The `when` string supports four condition forms. Multiple comma-separated conditions are AND'd.

| Form | Meaning |
|------|---------|
| `VAR` | Run when `VAR` is set and non-empty |
| `VAR=value` | Run when `VAR` equals `value` exactly |
| `!VAR` | Run when `VAR` is unset or empty |
| `!VAR=value` | Run when `VAR` does not equal `value` |
| `VAR1,VAR2=x` | AND: every condition must hold |

Skipped steps are visible in the output (`⏭ Step N name (skipped: when 'X' not met)`) and in JSON output (`"skipped": true, "reason": "..."`).

#### Per-step timeouts

`timeout` sets a per-attempt deadline. On exceed, fledge sends `SIGKILL` to the process group on Unix or `TerminateJobObject` on Windows, so multi-statement shells (`sh -c "a && b"`, `cmd /c "a & b"`) don't leak grandchildren.
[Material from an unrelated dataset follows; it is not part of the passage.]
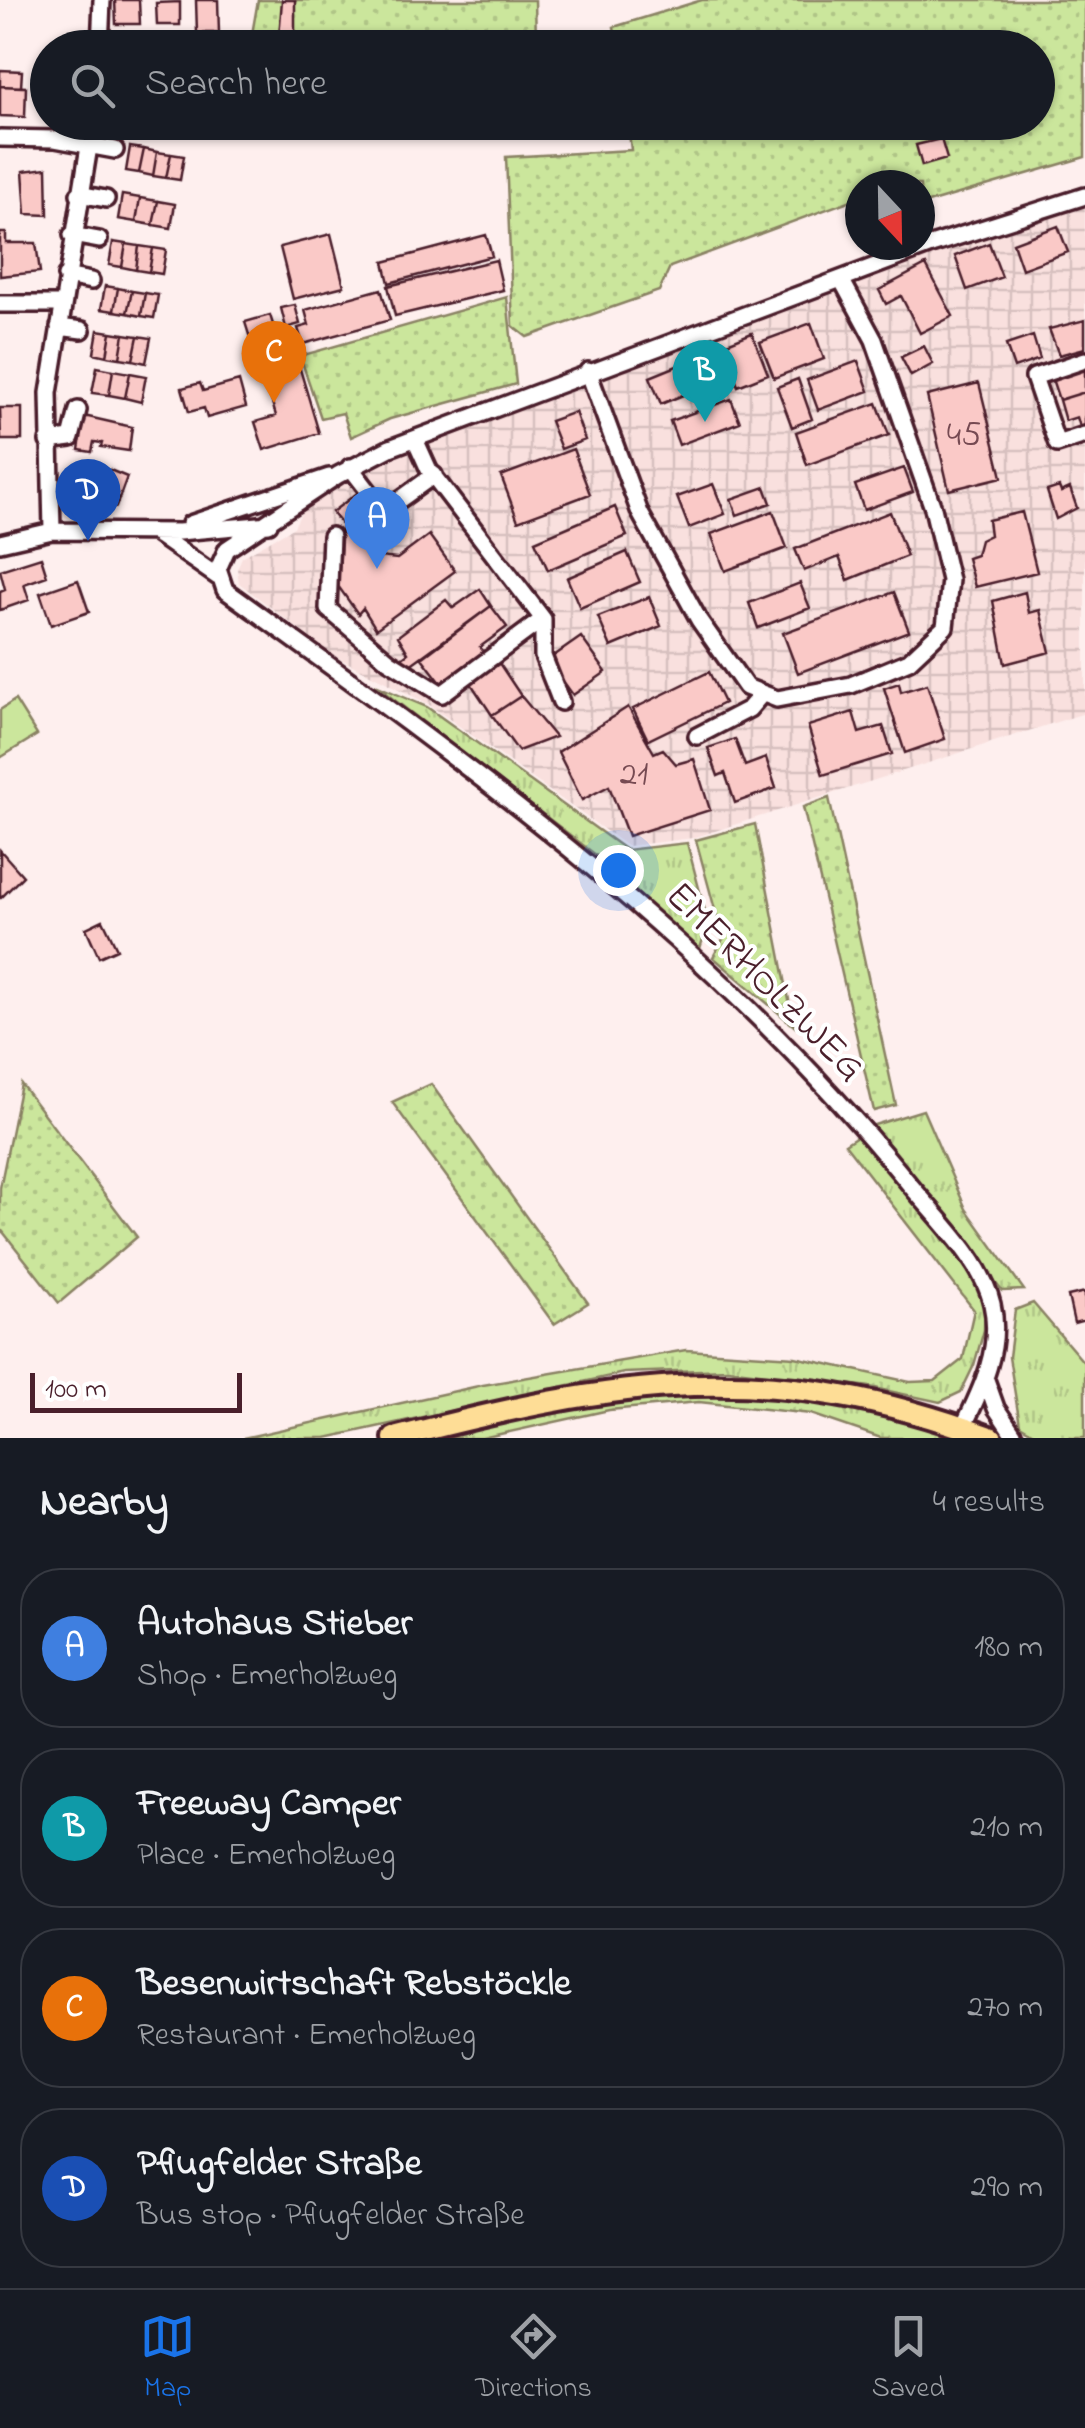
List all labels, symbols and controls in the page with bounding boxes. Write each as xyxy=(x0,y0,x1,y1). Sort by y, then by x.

If the step has `retries`, each attempt gets a fresh deadline.

#### Retries with `retry_delay`

`retries` re-runs the entire step on failure. `retry_delay` controls the sleep between attempts (default 1s). `retry_delay = 0` retries immediately — useful when you want to absorb a flake without slowing down the lane.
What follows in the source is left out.